Die Studie modelliert die positiven Auswirkungen der EU-Flottengrenzwerte sowie der Umsetzung neuer industriepolitischer Maßnahmen zur Förderung der heimischen E-Auto-Produktion, sowie Elektrifizierungsziele für Unternehmensflotten und Unterstützung für in der EU hergestellte Autos und Batterien. In diesem Szenario würde der Beitrag der automobilen Wertschöpfungskette zur europäischen Wirtschaft bis 2035 im Vergleich zu heute um 11 Prozent steigen.
Batterien und Ladeinfrastruktur
Der Studie zufolge könnten Arbeitsplatzverluste in der Fahrzeugproduktion durch die Schaffung von mehr als 100.000 neuen Arbeitsplätzen in der Batteriefertigung bis 2030 sowie 120.000 im Bereich der Ladeinfrastruktur bis 2035 ausgeglichen werden. Wenn die EU an den Flottengrenzwerten festhält und unterstützende industriepolitische Maßnahmen umsetzt, könnten hier bis 2030 bis zu 900 GWh Batterien pro Jahr produziert werden (derzeit: 187 GWh). Die Wirtschaftsleistung der Ladeinfrastruktur-Branche könnte sich bis 2035 nahezu verfünffachen und 79 Milliarden Euro erreichen.
Ein Aufweichen der CO2-Flottengrenzwerte und das Ausbleiben umfassender industriepolitischer Maßnahmen hingegen könnten laut der Studie dazu führen, dass die wirtschaftliche Leistung der europäischen automobilen Wertschöpfungskette bis 2035 um 90 Milliarden Euro zurückgeht.
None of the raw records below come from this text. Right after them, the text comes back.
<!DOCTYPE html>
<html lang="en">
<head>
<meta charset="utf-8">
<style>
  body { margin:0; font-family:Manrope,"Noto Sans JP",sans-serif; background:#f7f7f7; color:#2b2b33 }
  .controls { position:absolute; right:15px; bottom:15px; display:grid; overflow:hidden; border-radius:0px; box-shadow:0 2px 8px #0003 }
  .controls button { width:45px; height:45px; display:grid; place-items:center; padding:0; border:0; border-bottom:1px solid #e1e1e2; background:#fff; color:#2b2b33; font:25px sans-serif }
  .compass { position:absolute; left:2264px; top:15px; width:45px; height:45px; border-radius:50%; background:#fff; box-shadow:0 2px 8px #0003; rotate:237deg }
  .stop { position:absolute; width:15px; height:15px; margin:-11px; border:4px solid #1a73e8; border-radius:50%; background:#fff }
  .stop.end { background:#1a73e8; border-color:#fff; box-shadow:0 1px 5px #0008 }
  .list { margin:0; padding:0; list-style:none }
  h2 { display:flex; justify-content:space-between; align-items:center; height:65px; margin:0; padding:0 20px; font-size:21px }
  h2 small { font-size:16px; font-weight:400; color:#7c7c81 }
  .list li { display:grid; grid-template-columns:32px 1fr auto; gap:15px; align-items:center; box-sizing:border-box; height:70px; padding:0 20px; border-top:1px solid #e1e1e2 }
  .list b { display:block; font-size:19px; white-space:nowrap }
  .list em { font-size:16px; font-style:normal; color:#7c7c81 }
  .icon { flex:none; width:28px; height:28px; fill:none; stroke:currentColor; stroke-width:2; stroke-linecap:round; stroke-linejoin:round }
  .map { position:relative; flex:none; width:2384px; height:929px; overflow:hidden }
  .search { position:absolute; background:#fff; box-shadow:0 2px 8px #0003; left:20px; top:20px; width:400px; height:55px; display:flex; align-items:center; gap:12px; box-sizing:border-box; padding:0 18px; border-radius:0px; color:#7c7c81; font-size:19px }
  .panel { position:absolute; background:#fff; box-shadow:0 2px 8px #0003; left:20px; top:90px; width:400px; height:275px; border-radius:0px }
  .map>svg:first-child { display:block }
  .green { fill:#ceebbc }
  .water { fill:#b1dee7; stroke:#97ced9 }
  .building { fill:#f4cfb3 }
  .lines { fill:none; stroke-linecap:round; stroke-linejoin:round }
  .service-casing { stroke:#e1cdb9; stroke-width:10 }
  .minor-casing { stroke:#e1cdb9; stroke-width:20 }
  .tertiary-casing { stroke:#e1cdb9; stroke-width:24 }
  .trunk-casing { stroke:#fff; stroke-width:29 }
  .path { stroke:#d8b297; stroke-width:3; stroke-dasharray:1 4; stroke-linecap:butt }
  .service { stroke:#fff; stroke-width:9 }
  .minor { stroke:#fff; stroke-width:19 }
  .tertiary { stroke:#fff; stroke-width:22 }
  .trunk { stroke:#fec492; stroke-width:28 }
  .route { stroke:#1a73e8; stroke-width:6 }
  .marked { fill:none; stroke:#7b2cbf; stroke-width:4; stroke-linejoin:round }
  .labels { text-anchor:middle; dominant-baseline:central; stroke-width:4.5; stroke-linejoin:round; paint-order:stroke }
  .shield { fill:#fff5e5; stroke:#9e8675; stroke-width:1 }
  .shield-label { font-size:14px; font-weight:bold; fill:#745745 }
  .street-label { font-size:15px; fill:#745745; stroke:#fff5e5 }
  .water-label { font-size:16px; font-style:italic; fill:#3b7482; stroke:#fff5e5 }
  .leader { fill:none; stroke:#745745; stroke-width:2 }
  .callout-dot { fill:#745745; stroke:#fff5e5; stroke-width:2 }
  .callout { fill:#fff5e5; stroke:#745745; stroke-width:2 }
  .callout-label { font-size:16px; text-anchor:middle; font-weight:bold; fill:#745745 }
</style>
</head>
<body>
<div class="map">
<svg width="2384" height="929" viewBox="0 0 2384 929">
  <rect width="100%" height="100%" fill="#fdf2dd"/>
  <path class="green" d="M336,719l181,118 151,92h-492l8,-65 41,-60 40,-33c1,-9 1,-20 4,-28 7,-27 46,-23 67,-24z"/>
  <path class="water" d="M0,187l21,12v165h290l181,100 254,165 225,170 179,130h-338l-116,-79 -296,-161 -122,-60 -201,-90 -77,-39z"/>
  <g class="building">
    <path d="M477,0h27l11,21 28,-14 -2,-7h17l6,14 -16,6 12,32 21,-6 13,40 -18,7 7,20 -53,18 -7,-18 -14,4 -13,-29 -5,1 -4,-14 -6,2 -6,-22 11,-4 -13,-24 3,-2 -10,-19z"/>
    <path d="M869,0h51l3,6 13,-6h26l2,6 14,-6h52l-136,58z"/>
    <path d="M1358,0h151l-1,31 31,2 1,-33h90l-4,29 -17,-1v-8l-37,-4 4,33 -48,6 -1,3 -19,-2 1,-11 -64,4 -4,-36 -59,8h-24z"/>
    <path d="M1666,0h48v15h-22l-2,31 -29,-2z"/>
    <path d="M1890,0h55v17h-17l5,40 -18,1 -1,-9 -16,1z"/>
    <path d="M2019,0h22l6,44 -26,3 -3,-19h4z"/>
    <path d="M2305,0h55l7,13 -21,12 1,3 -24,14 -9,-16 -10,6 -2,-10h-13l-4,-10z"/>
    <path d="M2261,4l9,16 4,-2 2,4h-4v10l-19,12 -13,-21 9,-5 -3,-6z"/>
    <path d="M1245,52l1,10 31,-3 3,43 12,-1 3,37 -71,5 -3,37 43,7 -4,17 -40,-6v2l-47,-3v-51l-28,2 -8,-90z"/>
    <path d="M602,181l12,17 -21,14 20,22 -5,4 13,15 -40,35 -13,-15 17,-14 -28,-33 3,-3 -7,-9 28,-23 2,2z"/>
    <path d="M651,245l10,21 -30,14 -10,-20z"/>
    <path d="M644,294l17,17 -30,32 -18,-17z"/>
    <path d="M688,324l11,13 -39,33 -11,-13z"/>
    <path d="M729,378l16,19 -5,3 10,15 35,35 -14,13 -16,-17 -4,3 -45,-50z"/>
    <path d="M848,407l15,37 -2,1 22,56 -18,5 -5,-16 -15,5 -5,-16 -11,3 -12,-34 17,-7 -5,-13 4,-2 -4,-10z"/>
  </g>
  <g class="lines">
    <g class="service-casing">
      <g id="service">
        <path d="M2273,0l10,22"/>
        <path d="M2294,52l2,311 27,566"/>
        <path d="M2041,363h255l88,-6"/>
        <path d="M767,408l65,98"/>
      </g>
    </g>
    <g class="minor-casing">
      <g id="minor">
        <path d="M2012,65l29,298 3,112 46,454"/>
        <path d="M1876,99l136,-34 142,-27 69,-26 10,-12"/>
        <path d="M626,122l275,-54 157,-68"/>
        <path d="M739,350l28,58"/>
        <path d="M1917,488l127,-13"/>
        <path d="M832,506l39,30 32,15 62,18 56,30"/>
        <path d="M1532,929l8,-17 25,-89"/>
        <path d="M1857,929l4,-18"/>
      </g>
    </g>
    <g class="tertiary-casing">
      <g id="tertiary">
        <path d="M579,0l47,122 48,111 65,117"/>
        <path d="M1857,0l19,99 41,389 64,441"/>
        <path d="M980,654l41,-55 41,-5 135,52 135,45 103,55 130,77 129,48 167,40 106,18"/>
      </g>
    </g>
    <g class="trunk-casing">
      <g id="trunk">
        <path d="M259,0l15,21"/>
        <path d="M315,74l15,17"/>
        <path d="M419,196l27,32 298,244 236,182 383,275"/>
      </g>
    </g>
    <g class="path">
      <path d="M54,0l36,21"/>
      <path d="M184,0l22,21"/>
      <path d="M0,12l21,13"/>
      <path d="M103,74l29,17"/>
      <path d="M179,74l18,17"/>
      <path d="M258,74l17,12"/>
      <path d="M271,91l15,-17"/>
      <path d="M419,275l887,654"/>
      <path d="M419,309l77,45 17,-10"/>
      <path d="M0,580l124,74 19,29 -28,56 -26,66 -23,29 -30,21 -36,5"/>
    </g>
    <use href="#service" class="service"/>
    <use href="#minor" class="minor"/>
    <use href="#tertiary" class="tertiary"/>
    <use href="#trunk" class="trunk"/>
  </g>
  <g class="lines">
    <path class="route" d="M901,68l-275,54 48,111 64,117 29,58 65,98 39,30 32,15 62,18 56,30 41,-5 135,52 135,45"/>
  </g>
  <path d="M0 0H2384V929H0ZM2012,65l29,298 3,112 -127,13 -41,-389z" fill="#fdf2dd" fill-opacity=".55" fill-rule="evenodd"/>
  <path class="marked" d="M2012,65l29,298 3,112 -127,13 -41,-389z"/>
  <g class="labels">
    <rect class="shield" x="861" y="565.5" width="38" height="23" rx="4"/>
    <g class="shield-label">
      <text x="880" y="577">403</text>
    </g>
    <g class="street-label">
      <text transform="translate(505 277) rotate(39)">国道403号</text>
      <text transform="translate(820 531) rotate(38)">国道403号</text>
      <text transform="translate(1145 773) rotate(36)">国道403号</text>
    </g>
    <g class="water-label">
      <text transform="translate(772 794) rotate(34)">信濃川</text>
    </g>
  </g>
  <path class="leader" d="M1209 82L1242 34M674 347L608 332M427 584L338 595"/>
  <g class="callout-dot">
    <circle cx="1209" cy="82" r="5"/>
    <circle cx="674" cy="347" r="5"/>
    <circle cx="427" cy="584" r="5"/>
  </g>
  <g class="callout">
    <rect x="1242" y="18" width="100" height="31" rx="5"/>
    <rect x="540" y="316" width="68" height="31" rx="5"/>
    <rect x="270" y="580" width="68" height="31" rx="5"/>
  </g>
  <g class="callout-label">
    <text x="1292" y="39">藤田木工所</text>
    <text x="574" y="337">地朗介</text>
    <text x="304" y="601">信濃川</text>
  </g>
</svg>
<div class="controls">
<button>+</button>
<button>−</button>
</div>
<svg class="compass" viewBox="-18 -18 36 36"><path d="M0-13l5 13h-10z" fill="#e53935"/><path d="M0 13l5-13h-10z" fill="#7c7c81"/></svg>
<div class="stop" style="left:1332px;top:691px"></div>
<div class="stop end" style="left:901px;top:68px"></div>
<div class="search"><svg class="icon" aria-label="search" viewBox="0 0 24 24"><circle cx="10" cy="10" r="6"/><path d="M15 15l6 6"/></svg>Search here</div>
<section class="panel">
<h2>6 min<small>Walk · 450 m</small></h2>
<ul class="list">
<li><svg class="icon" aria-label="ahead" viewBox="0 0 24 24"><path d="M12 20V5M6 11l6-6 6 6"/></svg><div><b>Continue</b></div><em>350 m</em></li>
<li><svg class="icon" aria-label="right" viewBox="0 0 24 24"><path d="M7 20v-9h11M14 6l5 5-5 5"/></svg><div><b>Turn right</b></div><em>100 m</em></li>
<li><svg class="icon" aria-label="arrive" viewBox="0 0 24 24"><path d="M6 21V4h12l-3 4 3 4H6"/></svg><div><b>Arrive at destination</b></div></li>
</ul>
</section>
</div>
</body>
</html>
Im Vergleich zu heute könnte es zu einem Verlust von bis zu 1 Million Arbeitsplätzen kommen. Bis zu zwei Drittel der geplanten Batterieinvestitionen in der EU könnten ebenfalls verloren gehen, während der Ladeinfrastrukturbranche in den nächsten zehn Jahren potenzielle Einnahmen in Höhe von 120 Milliarden Euro entgingen.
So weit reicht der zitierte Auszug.